**WHAT THIS TASK INVOLVES**. Set down exactly the lines in the records below that run from the line with "355px,780px 390px,732px 424px,707px" to the line with "493px,592px 549px,563px 567px,528px", inclusive, and nothing more.

Dataset items
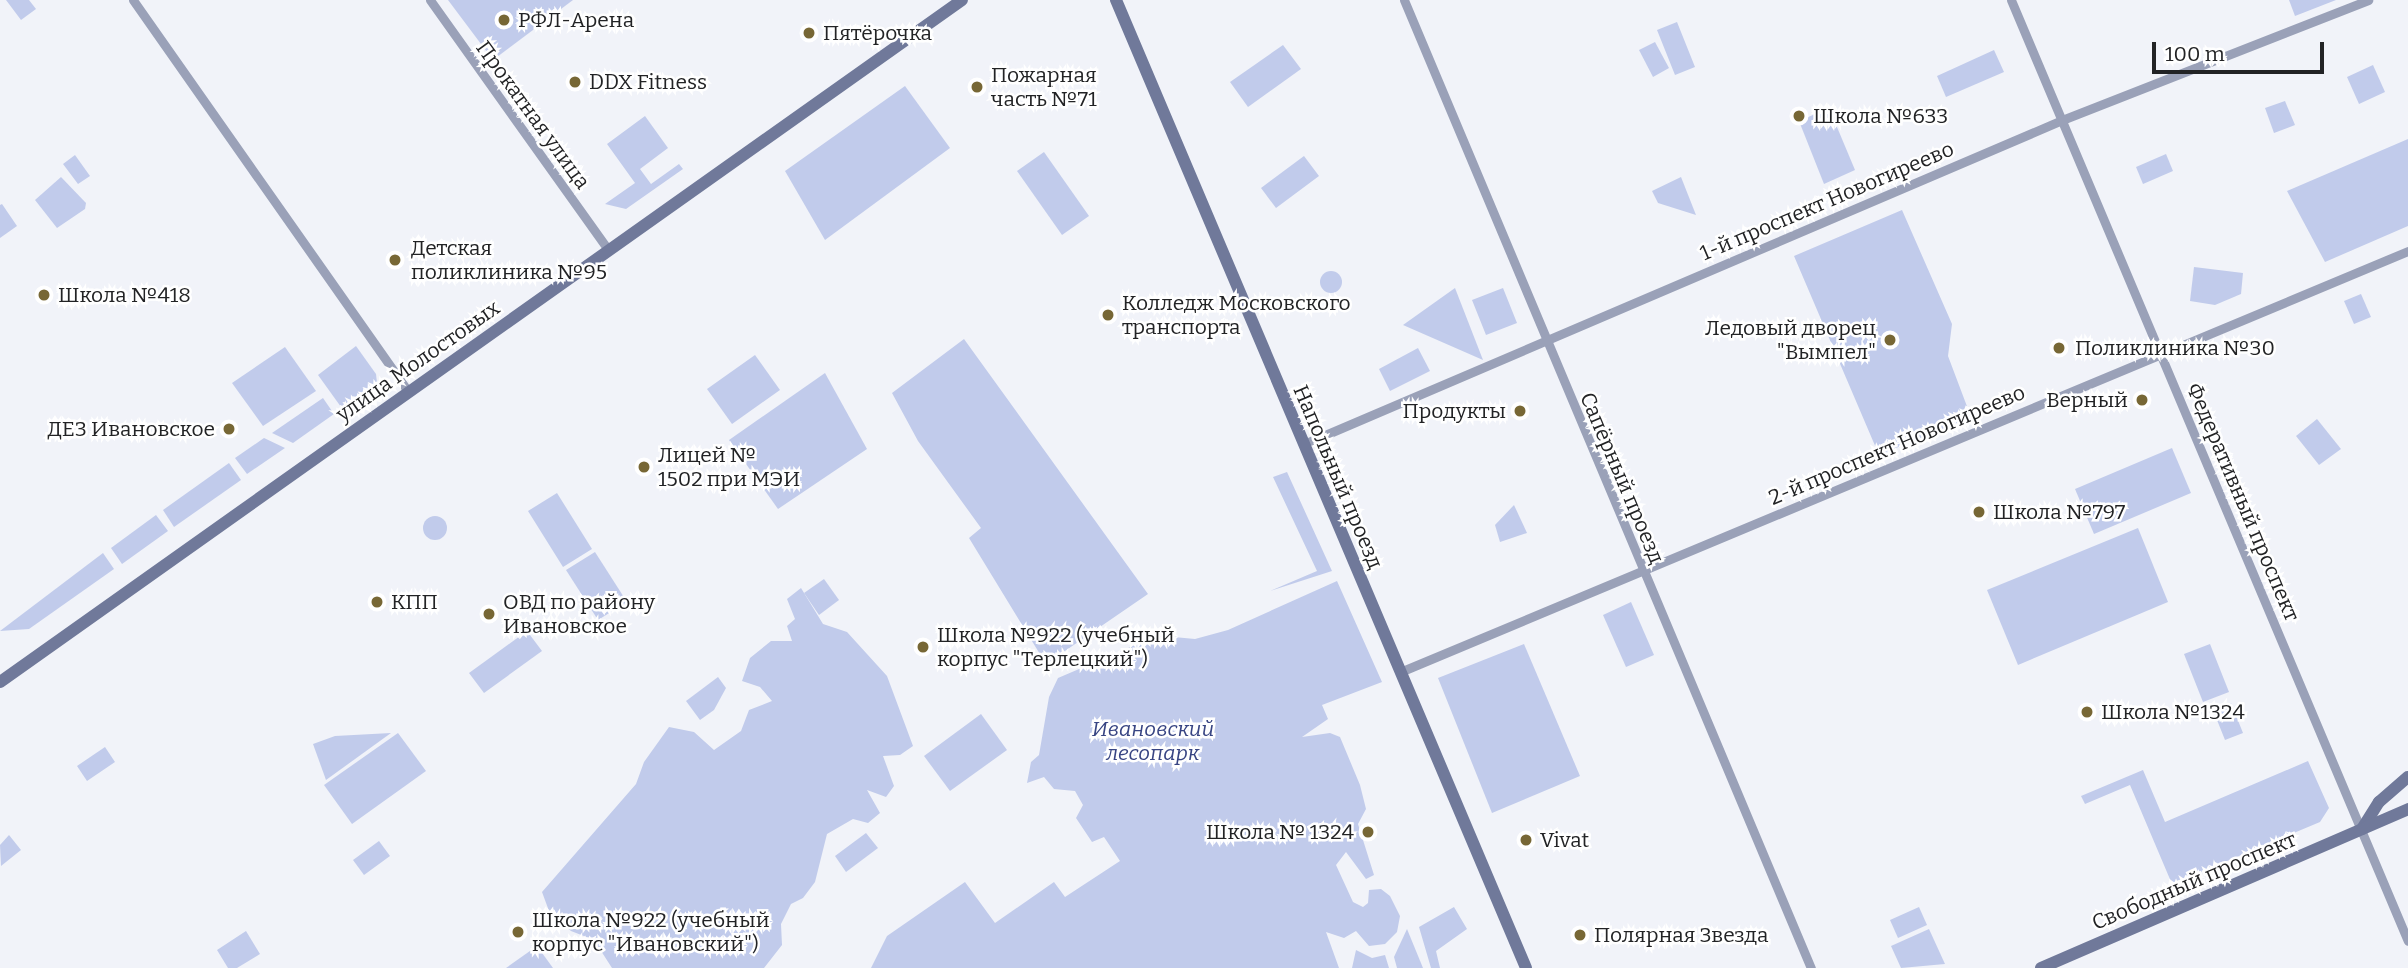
<!DOCTYPE html>
<html>
<head>
<meta charset="utf-8">
<style>
  body { margin:0 }
  #map { position:relative; width:2408px; height:968px; overflow:hidden; background:#f1f3f9; font-family:Bitter,serif }
  div>[style] { position:absolute }
  .green>* { inset:0; background:#c1cbeb }
  .round { border-radius:50% }
  .street>* { height:9px; margin:-4.5px; padding:0 4.5px; transform-origin:4.5px; border-radius:4.5px; background:#9aa1b8 }
  .secondary>* { height:12px; margin:-6px; padding:0 6px; transform-origin:6px; border-radius:6px; background:#70799a }
  .dots>* { width:19px; height:19px; translate:-50% -50%; box-sizing:border-box; border:4px solid #fff; border-radius:50% }
  span { translate:-50% -50%; white-space:nowrap; text-align:center; line-height:1.15; -webkit-text-stroke:5px #fff; paint-order:stroke }
  .poi-label { font-size:21px; color:#222325 }
  .left { translate:0 -50%; text-align:left }
  .right { translate:-100% -50%; text-align:right }
  .street-label { font-size:21px; color:#222325 }
  .park-label { font-size:21px; color:#384583; font-style:italic }
  .scale { position:absolute; left:2152px; top:42px; width:172px; height:32px; box-sizing:border-box; border:4px solid #222325; border-top:0; padding-left:9px; font-size:21px; line-height:24px; white-space:nowrap; color:#222325; -webkit-text-stroke:5px #fff; paint-order:stroke }
</style>
</head>
<body>
<div id="map">
  <div class="green">
    <div style="clip-path:polygon(6px 0,29px 0,36px 9px,21px 20px)"></div>
    <div style="clip-path:polygon(448px 0,573px 0,493px 60px)"></div>
    <div style="clip-path:polygon(2289px 0,2336px 0,2295px 16px)"></div>
    <div style="clip-path:polygon(1677px 22px,1695px 67px,1675px 75px,1657px 30px)"></div>
    <div style="clip-path:polygon(1655px 42px,1669px 68px,1653px 77px,1639px 50px)"></div>
    <div style="clip-path:polygon(1283px 45px,1301px 69px,1248px 107px,1230px 82px)"></div>
    <div style="clip-path:polygon(1994px 50px,2004px 72px,1946px 97px,1937px 76px)"></div>
    <div style="clip-path:polygon(2373px 65px,2385px 92px,2359px 104px,2347px 77px)"></div>
    <div style="clip-path:polygon(905px 86px,950px 148px,825px 240px,785px 171px)"></div>
    <div style="clip-path:polygon(2285px 101px,2295px 125px,2274px 133px,2265px 108px)"></div>
    <div style="clip-path:polygon(1829px 108px,1855px 170px,1824px 184px,1799px 121px)"></div>
    <div style="clip-path:polygon(645px 116px,668px 148px,640px 169px,651px 184px,679px 164px,683px 169px,626px 209px,605px 204px,635px 183px,607px 144px)"></div>
    <div style="clip-path:polygon(2408px 139px,2408px 226px,2325px 262px,2287px 191px)"></div>
    <div style="clip-path:polygon(1044px 152px,1089px 216px,1062px 235px,1017px 171px)"></div>
    <div style="clip-path:polygon(2166px 154px,2173px 171px,2143px 184px,2136px 167px)"></div>
    <div style="clip-path:polygon(75px 155px,90px 176px,78px 184px,63px 164px)"></div>
    <div style="clip-path:polygon(1304px 156px,1319px 176px,1276px 208px,1261px 188px)"></div>
    <div style="clip-path:polygon(61px 177px,86px 203px,85px 209px,57px 228px,35px 200px)"></div>
    <div style="clip-path:polygon(1681px 177px,1696px 215px,1658px 203px,1652px 191px)"></div>
    <div style="clip-path:polygon(2px 204px,17px 226px,0 238px,0 205px)"></div>
    <div style="clip-path:polygon(1902px 210px,1952px 324px,1948px 356px,1971px 417px,1879px 455px,1794px 256px)"></div>
    <div style="clip-path:polygon(2194px 267px,2243px 273px,2241px 294px,2215px 305px,2190px 301px)"></div>
    <div class="round" style="left:1320px;top:271px;width:22px;height:22px"></div>
    <div style="clip-path:polygon(1455px 288px,1483px 360px,1403px 325px)"></div>
    <div style="clip-path:polygon(1503px 288px,1517px 323px,1486px 335px,1472px 300px)"></div>
    <div style="clip-path:polygon(2361px 294px,2371px 317px,2354px 324px,2344px 301px)"></div>
    <div style="clip-path:polygon(964px 339px,1148px 594px,1046px 664px,969px 538px,981px 528px,918px 441px,892px 393px)"></div>
    <div style="clip-path:polygon(356px 346px,376px 374px,377px 383px,341px 407px,318px 375px)"></div>
    <div style="clip-path:polygon(285px 347px,316px 391px,263px 426px,232px 383px)"></div>
    <div style="clip-path:polygon(1418px 348px,1430px 371px,1390px 391px,1379px 369px)"></div>
    <div style="clip-path:polygon(755px 355px,780px 390px,732px 424px,707px 389px)"></div>
    <div style="clip-path:polygon(825px 373px,867px 449px,778px 509px,729px 440px)"></div>
    <div style="clip-path:polygon(323px 398px,334px 414px,293px 443px,272px 433px)"></div>
    <div style="clip-path:polygon(2317px 419px,2341px 449px,2319px 465px,2296px 436px)"></div>
    <div style="clip-path:polygon(264px 438px,285px 448px,247px 474px,235px 458px)"></div>
    <div style="clip-path:polygon(2172px 448px,2191px 493px,2094px 534px,2075px 489px)"></div>
    <div style="clip-path:polygon(229px 463px,241px 480px,174px 527px,163px 510px)"></div>
    <div style="clip-path:polygon(1287px 472px,1332px 571px,1270px 591px,1317px 571px,1273px 477px)"></div>
    <div style="clip-path:polygon(557px 493px,592px 549px,563px 567px,528px 511px)"></div>
    <div style="clip-path:polygon(1514px 505px,1527px 533px,1500px 542px,1495px 525px)"></div>
    <div style="clip-path:polygon(156px 515px,168px 531px,122px 564px,111px 548px)"></div>
    <div class="round" style="left:423px;top:516px;width:24px;height:24px"></div>
    <div style="clip-path:polygon(2138px 528px,2168px 602px,2018px 665px,1987px 590px)"></div>
    <div style="clip-path:polygon(595px 552px,627px 602px,598px 620px,566px 570px)"></div>
    <div style="clip-path:polygon(103px 553px,114px 569px,29px 629px,0 631px)"></div>
    <div style="clip-path:polygon(824px 579px,839px 600px,819px 615px,804px 593px)"></div>
    <div style="clip-path:polygon(1337px 581px,1382px 682px,1322px 705px,1328px 719px,1302px 737px,1330px 733px,1340px 737px,1360px 785px,1366px 809px,1358px 824px,1374px 875px,1366px 879px,1346px 852px,1336px 865px,1353px 902px,1363px 907px,1368px 903px,1369px 890px,1381px 889px,1390px 896px,1400px 916px,1397px 932px,1385px 944px,1369px 946px,1356px 931px,1344px 938px,1326px 932px,1339px 968px,871px 968px,887px 936px,965px 882px,995px 923px,1054px 882px,1065px 897px,1120px 861px,1104px 837px,1092px 842px,1076px 818px,1083px 805px,1075px 791px,1054px 789px,1044px 777px,1027px 783px,1031px 762px,1039px 755px,1049px 697px,1058px 678px,1140px 643px,1142px 634px,1195px 639px,1228px 630px)"></div>
    <div style="clip-path:polygon(801px 588px,823px 624px,847px 632px,887px 676px,913px 746px,900px 755px,883px 756px,894px 786px,886px 797px,867px 790px,880px 813px,868px 823px,853px 819px,827px 834px,815px 882px,803px 898px,791px 904px,781px 924px,782px 945px,764px 968px,612px 968px,594px 940px,571px 931px,549px 911px,542px 892px,636px 784px,644px 762px,669px 727px,694px 732px,714px 750px,741px 731px,749px 710px,772px 701px,760px 687px,742px 681px,750px 658px,771px 641px,792px 641px,787px 626px,795px 619px,787px 599px)"></div>
    <div style="clip-path:polygon(1631px 602px,1654px 655px,1626px 667px,1603px 615px)"></div>
    <div style="clip-path:polygon(527px 631px,542px 651px,484px 693px,469px 673px)"></div>
    <div style="clip-path:polygon(1524px 644px,1580px 776px,1492px 813px,1438px 678px)"></div>
    <div style="clip-path:polygon(2210px 644px,2229px 692px,2203px 702px,2184px 654px)"></div>
    <div style="clip-path:polygon(718px 677px,726px 688px,714px 710px,700px 720px,686px 701px)"></div>
    <div style="clip-path:polygon(2231px 703px,2243px 733px,2225px 740px,2213px 710px)"></div>
    <div style="clip-path:polygon(981px 714px,1007px 750px,950px 791px,924px 756px)"></div>
    <div style="clip-path:polygon(391px 733px,326px 780px,313px 744px,335px 736px)"></div>
    <div style="clip-path:polygon(398px 733px,426px 771px,352px 824px,324px 785px)"></div>
    <div style="clip-path:polygon(105px 747px,115px 762px,87px 781px,77px 766px)"></div>
    <div style="clip-path:polygon(2308px 761px,2329px 808px,2320px 822px,2172px 884px,2130px 785px,2085px 804px,2081px 796px,2143px 770px,2165px 822px)"></div>
    <div style="clip-path:polygon(866px 833px,878px 848px,846px 872px,835px 856px)"></div>
    <div style="clip-path:polygon(9px 835px,21px 850px,1px 866px,0 845px)"></div>
    <div style="clip-path:polygon(379px 841px,390px 856px,364px 875px,353px 860px)"></div>
    <div style="clip-path:polygon(1454px 907px,1467px 929px,1436px 951px,1440px 968px,1431px 968px,1419px 927px)"></div>
    <div style="clip-path:polygon(1919px 907px,1927px 925px,1898px 938px,1890px 920px)"></div>
    <div style="clip-path:polygon(1407px 929px,1423px 968px,1397px 968px,1394px 957px)"></div>
    <div style="clip-path:polygon(1929px 929px,1945px 964px,1901px 968px,1891px 946px)"></div>
    <div style="clip-path:polygon(246px 931px,260px 954px,237px 968px,228px 968px,217px 950px)"></div>
    <div style="clip-path:polygon(537px 946px,553px 968px,506px 968px)"></div>
    <div style="clip-path:polygon(1356px 950px,1372px 958px,1385px 955px,1389px 968px,1352px 968px)"></div>
  </div>
  <div class="street">
    <div style="left:133px;top:0;width:479px;rotate:54.9deg"></div>
    <div style="left:430px;top:0;width:307px;rotate:54.5deg"></div>
    <div style="left:1404px;top:0;width:1050px;rotate:67.2deg"></div>
    <div style="left:2011px;top:0;width:1021px;rotate:67.13deg"></div>
    <div style="left:1304px;top:444px;width:824px;rotate:-23.14deg"></div>
    <div style="left:2062px;top:120px;width:329px;rotate:-21.4deg"></div>
    <div style="left:1400px;top:672px;width:1092px;rotate:-22.67deg"></div>
  </div>
  <div class="secondary">
    <div style="left:1116px;top:0;width:1051px;rotate:67.04deg"></div>
    <div style="left:0;top:682px;width:1179px;rotate:-35.33deg"></div>
    <div style="left:2362px;top:829px;width:32px;rotate:-58deg"></div>
    <div style="left:2379px;top:802px;width:38px;rotate:-41deg"></div>
    <div style="left:2041px;top:968px;width:400px;rotate:-23.4deg"></div>
  </div>
  <div class="dots">
    <div style="left:504px;top:20px;background:#776735"></div>
    <div style="left:809px;top:33px;background:#776735"></div>
    <div style="left:575px;top:82px;background:#776735"></div>
    <div style="left:977px;top:87px;background:#776735"></div>
    <div style="left:1799px;top:116px;background:#776735"></div>
    <div style="left:395px;top:260px;background:#776735"></div>
    <div style="left:44px;top:295px;background:#776735"></div>
    <div style="left:1108px;top:315px;background:#776735"></div>
    <div style="left:1890px;top:340px;background:#776735"></div>
    <div style="left:2059px;top:348px;background:#776735"></div>
    <div style="left:2142px;top:400px;background:#776735"></div>
    <div style="left:1520px;top:411px;background:#776735"></div>
    <div style="left:229px;top:429px;background:#776735"></div>
    <div style="left:644px;top:467px;background:#776735"></div>
    <div style="left:1979px;top:512px;background:#776735"></div>
    <div style="left:377px;top:602px;background:#776735"></div>
    <div style="left:489px;top:614px;background:#776735"></div>
    <div style="left:923px;top:647px;background:#776735"></div>
    <div style="left:2087px;top:712px;background:#776735"></div>
    <div style="left:1368px;top:832px;background:#776735"></div>
    <div style="left:1526px;top:840px;background:#776735"></div>
    <div style="left:518px;top:932px;background:#776735"></div>
    <div style="left:1580px;top:935px;background:#776735"></div>
  </div>
  <div class="poi-label">
    <span class="left" style="left:518px;top:20px">РФЛ-Арена</span>
    <span class="left" style="left:823px;top:33px">Пятёрочка</span>
    <span class="left" style="left:991px;top:87px">Пожарная<br>часть №71</span>
    <span class="left" style="left:589px;top:82px">DDX Fitness</span>
    <span class="left" style="left:1813px;top:116px">Школа №633</span>
    <span class="left" style="left:411px;top:260px">Детская<br>поликлиника №95</span>
    <span class="left" style="left:58px;top:295px">Школа №418</span>
    <span class="left" style="left:1122px;top:315px">Колледж Московского<br>транспорта</span>
    <span class="right" style="left:1876px;top:340px">Ледовый дворец<br>"Вымпел"</span>
    <span class="left" style="left:2075px;top:348px">Поликлиника №30</span>
    <span class="right" style="left:2128px;top:400px">Верный</span>
    <span class="right" style="left:1506px;top:411px">Продукты</span>
    <span class="right" style="left:215px;top:429px">ДЕЗ Ивановское</span>
    <span class="left" style="left:658px;top:467px">Лицей №<br>1502 при МЭИ</span>
    <span class="left" style="left:1993px;top:512px">Школа №797</span>
    <span class="left" style="left:391px;top:602px">КПП</span>
    <span class="left" style="left:503px;top:614px">ОВД по району<br>Ивановское</span>
    <span class="left" style="left:937px;top:647px">Школа №922 (учебный<br>корпус "Терлецкий")</span>
    <span class="left" style="left:2101px;top:712px">Школа №1324</span>
    <span class="right" style="left:1354px;top:832px">Школа № 1324</span>
    <span class="left" style="left:1540px;top:840px">Vivat</span>
    <span class="left" style="left:532px;top:932px">Школа №922 (учебный<br>корпус "Ивановский")</span>
    <span class="left" style="left:1594px;top:935px">Полярная Звезда</span>
  </div>
  <div class="street-label">
    <span style="left:533px;top:115px;rotate:54deg">Прокатная улица</span>
    <span style="left:1827px;top:201px;rotate:-23deg">1-й проспект Новогиреево</span>
    <span style="left:418px;top:361px;rotate:-35deg">улица Молостовых</span>
    <span style="left:1897px;top:445px;rotate:-23deg">2-й проспект Новогиреево</span>
    <span style="left:1338px;top:477px;rotate:67deg">Напольный проезд</span>
    <span style="left:1622px;top:478px;rotate:67deg">Сапёрный проезд</span>
    <span style="left:2243px;top:502px;rotate:67deg">Федеративный проспект</span>
    <span style="left:2194px;top:881px;rotate:-23deg">Свободный проспект</span>
  </div>
  <div class="park-label">
    <span style="left:1153px;top:741px">Ивановский<br>лесопарк</span>
  </div>
  <div class="scale">100 m</div>
</div>
</body>
</html>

**RESPONSE TO THIS TASK**.
    <div style="clip-path:polygon(755px 355px,780px 390px,732px 424px,707px 389px)"></div>
    <div style="clip-path:polygon(825px 373px,867px 449px,778px 509px,729px 440px)"></div>
    <div style="clip-path:polygon(323px 398px,334px 414px,293px 443px,272px 433px)"></div>
    <div style="clip-path:polygon(2317px 419px,2341px 449px,2319px 465px,2296px 436px)"></div>
    <div style="clip-path:polygon(264px 438px,285px 448px,247px 474px,235px 458px)"></div>
    <div style="clip-path:polygon(2172px 448px,2191px 493px,2094px 534px,2075px 489px)"></div>
    <div style="clip-path:polygon(229px 463px,241px 480px,174px 527px,163px 510px)"></div>
    <div style="clip-path:polygon(1287px 472px,1332px 571px,1270px 591px,1317px 571px,1273px 477px)"></div>
    <div style="clip-path:polygon(557px 493px,592px 549px,563px 567px,528px 511px)"></div>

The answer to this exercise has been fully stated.